### Your goal:
Select, from the data, each line where "radius" occurs.

[Extracted data entries]

□ □ □ □

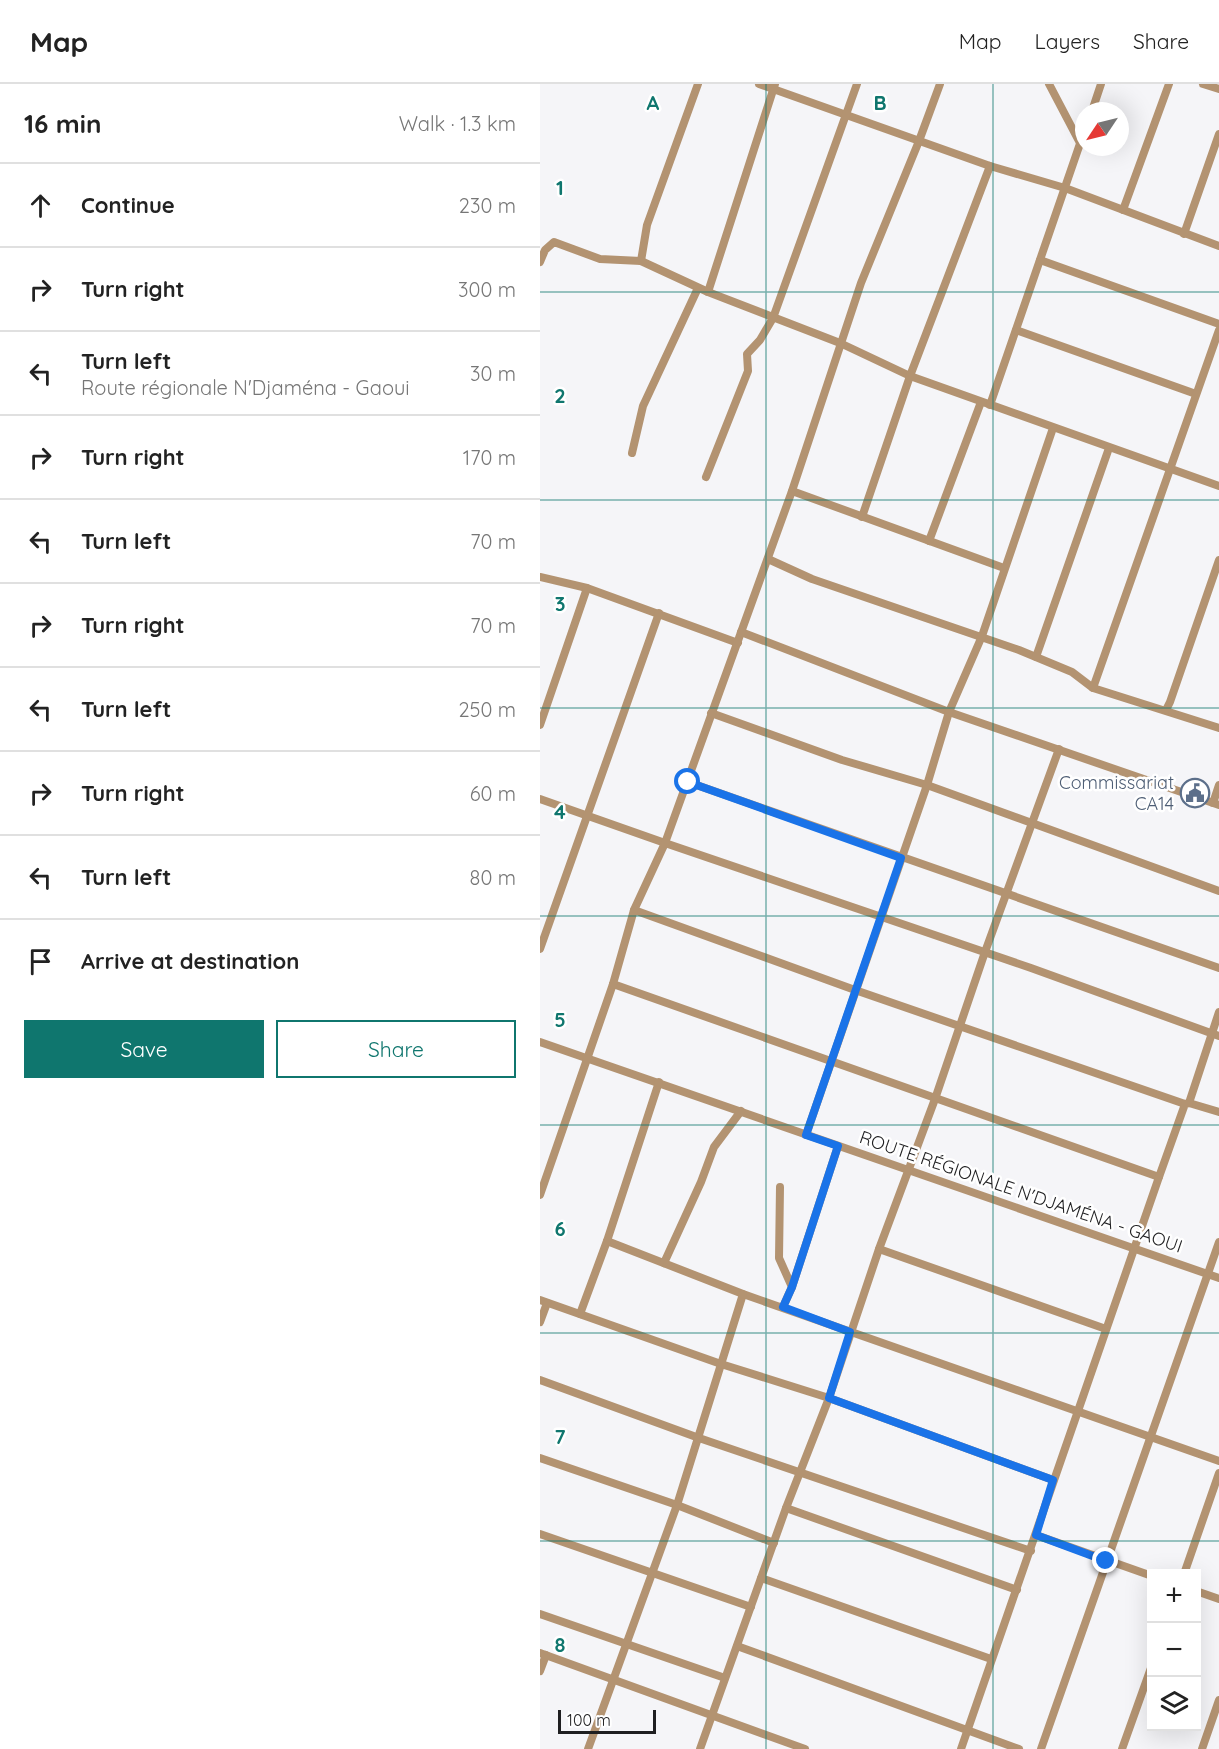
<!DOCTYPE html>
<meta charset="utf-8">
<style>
:root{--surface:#fff;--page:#f2f2f2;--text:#222;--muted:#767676;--line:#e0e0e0;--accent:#0f766e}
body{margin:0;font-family:Quicksand,sans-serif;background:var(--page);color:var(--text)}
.controls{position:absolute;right:18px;bottom:18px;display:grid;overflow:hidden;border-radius:0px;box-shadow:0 6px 24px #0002}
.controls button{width:54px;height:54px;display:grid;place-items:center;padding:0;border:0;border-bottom:2px solid var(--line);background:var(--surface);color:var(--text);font:30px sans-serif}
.compass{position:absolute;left:535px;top:18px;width:54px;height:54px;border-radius:50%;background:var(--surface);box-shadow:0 6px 24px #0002;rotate:235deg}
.scale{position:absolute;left:18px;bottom:15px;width:98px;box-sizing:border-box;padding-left:6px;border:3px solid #1f1f21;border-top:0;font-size:16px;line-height:21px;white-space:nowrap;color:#1f1f21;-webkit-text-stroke:4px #fff;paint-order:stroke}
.stop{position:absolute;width:18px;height:18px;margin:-14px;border:4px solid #1a73e8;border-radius:50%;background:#fff}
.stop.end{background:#1a73e8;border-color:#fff;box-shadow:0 2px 6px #0008}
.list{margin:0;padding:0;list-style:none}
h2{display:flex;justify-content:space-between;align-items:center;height:78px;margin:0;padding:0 24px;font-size:26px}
h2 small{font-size:20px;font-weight:400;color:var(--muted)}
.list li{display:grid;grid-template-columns:39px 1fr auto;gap:18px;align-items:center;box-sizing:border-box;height:84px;padding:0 24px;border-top:2px solid var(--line)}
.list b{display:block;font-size:22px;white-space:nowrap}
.list p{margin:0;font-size:20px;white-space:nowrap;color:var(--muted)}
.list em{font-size:20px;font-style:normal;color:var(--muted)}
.actions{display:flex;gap:12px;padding:18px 24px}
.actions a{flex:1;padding:14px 0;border:2px solid var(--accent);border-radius:0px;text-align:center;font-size:21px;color:var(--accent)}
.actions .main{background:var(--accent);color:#fff}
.icon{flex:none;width:33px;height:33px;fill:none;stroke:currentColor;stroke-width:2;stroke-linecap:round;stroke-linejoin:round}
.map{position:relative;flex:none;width:679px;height:1665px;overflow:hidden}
header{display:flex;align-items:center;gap:36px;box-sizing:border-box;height:84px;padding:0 30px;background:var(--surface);border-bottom:2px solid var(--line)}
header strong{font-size:28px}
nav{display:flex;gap:33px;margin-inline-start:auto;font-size:21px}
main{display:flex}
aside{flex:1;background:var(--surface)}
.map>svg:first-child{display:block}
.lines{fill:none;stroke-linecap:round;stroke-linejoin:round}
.minor{stroke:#b39371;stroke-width:8}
.route{stroke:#1a73e8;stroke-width:8}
.grid{fill:none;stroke:#0f766e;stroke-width:1.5;stroke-opacity:0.55}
.labels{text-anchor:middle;stroke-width:5;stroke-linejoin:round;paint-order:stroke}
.service-label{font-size:18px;fill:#4e5e75;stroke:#fff;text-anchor:end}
.street-label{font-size:18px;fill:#1f1f21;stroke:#fff}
.grid-label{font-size:20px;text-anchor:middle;font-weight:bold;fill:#0f766e;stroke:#fff;stroke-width:5;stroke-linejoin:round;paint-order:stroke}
</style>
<header>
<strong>Map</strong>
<nav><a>Map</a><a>Layers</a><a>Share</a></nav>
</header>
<main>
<aside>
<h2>16 min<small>Walk · 1.3 km</small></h2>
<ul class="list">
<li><svg class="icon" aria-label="ahead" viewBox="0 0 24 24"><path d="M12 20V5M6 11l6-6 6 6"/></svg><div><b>Continue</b></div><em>230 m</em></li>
<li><svg class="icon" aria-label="right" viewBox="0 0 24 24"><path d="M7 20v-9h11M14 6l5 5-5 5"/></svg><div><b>Turn right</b></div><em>300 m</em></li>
<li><svg class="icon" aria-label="left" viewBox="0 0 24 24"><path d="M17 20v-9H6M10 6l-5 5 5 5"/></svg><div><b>Turn left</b><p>Route régionale N'Djaména - Gaoui</p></div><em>30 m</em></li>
<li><svg class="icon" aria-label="right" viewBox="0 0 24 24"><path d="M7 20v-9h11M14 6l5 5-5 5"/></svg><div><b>Turn right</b></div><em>170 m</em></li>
<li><svg class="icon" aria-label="left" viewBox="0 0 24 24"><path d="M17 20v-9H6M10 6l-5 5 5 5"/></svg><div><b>Turn left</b></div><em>70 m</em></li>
<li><svg class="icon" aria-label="right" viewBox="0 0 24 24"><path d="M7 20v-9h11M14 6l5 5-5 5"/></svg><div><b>Turn right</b></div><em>70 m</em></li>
<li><svg class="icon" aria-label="left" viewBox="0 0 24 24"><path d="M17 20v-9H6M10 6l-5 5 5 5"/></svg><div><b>Turn left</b></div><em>250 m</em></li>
<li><svg class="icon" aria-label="right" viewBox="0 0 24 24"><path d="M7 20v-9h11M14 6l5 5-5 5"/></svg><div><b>Turn right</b></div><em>60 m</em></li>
<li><svg class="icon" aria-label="left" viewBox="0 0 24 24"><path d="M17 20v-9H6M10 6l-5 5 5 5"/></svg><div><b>Turn left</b></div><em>80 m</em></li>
<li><svg class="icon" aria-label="arrive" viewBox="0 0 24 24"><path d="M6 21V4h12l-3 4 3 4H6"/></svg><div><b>Arrive at destination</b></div></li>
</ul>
<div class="actions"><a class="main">Save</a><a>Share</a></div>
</aside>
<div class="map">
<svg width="679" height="1665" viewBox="0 0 679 1665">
<rect width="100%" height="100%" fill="#f5f5f8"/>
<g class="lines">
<g class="minor">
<polyline points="219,0 450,82 525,104 679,162"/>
<polyline points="509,0 540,59"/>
<polyline points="663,0 679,5"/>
<polyline points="552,27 561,0"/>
<polyline points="583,126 629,0"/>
<polyline points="644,150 679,50"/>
<polyline points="500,176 679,240"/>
<polyline points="101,177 107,141 158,0"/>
<polyline points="0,178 5,166 14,158 60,175 101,177 168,208 300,259 370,292 679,402"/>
<polyline points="168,208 235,0"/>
<polyline points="476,246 656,310"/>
<polyline points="450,321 544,48"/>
<polyline points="92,369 103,322 158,204"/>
<polyline points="166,393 208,287 207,270 220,256 233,234 317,0"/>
<polyline points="252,407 464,484"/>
<polyline points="322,433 370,292 450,82"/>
<polyline points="389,457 441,318"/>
<polyline points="228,475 272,495 479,566 532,588 553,604 679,644"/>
<polyline points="0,493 47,504 198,559"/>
<polyline points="201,548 409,628 679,721"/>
<polyline points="496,573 569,364"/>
<polyline points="553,604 679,246"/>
<polyline points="626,626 630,618 679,476"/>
<polyline points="171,629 302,676 387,701 679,807"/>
<polyline points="0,641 47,504"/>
<polyline points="148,698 679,884"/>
<polyline points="0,715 125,759 491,884 679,952"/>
<polyline points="673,719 679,701"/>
<polyline points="94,826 315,906 645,1020"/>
<polyline points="0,865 119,529"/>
<polyline points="73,900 619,1093"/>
<polyline points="0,958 679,1194"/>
<polyline points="649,1019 679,1028"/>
<polyline points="266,1051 387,701 409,628 442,552 513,344"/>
<polyline points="240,1103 239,1174 252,1203"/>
<polyline points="0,1111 73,900 94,826 125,759 252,407 321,199 379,57 400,0"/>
<polyline points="67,1157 203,1210 679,1377"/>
<polyline points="339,1165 566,1245"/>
<polyline points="124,1179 161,1098 174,1063 201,1027"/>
<polyline points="0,1216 181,1280 289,1314 513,1396"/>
<polyline points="243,1223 252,1203 298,1062"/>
<polyline points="40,1230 67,1157 119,998"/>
<polyline points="0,1238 7,1219"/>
<polyline points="0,1296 159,1354 491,1467"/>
<polyline points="0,1374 137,1421 234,1459"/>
<polyline points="246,1424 477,1506"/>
<polyline points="0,1450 211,1523"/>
<polyline points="496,1451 612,1492"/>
<polyline points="644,1490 679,1389"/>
<polyline points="221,1494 451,1575"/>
<polyline points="656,1507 679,1515"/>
<polyline points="0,1530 185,1594"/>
<polyline points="197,1562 479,1665"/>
<polyline points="0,1569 265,1665"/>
<polyline points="0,1587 6,1571"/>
<polyline points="48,1665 137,1421 203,1210"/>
<polyline points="160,1665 246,1424 289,1314 339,1165 395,1015 445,868 519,665"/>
<polyline points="421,1665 619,1093 645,1020 649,1019 679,928"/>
<polyline points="501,1665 679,1158"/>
<polyline points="582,1665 612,1581"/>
<polyline points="662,1665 679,1616"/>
</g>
</g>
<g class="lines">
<polyline class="route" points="148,698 361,774 266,1051 298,1062 252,1203 243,1223 310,1248 289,1314 513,1396 496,1451 566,1477"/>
</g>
<path class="grid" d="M226,0V1665M453,0V1665M0,208H679M0,416H679M0,624H679M0,832H679M0,1041H679M0,1249H679M0,1457H679"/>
<defs>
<g id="civic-ring" transform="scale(1.5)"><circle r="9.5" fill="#fff" stroke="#5c6f8a" stroke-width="1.5"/><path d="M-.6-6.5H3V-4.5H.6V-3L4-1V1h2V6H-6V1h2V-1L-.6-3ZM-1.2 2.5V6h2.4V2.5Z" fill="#5c6f8a"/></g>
</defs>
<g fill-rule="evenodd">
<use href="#civic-ring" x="655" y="709"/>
</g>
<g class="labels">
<g class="service-label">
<text x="634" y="705">Commissariat<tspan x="634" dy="21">CA14</tspan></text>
</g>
<g class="street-label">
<text transform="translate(481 1108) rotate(19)" y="6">ROUTE RÉGIONALE N'DJAMÉNA - GAOUI</text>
</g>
</g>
<g class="grid-label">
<text x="113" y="26">A</text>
<text x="340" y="26">B</text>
<text x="20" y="111">1</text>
<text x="20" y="319">2</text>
<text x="20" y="527">3</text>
<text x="20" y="735">4</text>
<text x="20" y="943">5</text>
<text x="20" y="1152">6</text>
<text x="20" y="1360">7</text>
<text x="20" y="1568">8</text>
</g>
</svg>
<div class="controls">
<button>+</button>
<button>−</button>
<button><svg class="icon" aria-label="layers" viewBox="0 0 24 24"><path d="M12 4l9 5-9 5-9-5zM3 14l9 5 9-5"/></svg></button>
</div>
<svg class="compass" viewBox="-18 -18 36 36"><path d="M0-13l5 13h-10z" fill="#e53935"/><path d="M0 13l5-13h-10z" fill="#767676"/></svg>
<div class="scale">100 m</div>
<div class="stop" style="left:148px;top:698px"></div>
<div class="stop end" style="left:566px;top:1477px"></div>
</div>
</main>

□ □ □ □

### Written answer:
.controls{position:absolute;right:18px;bottom:18px;display:grid;overflow:hidden;border-radius:0px;box-shadow:0 6px 24px #0002}
.compass{position:absolute;left:535px;top:18px;width:54px;height:54px;border-radius:50%;background:var(--surface);box-shadow:0 6px 24px #0002;rotate:235deg}
.stop{position:absolute;width:18px;height:18px;margin:-14px;border:4px solid #1a73e8;border-radius:50%;background:#fff}
.actions a{flex:1;padding:14px 0;border:2px solid var(--accent);border-radius:0px;text-align:center;font-size:21px;color:var(--accent)}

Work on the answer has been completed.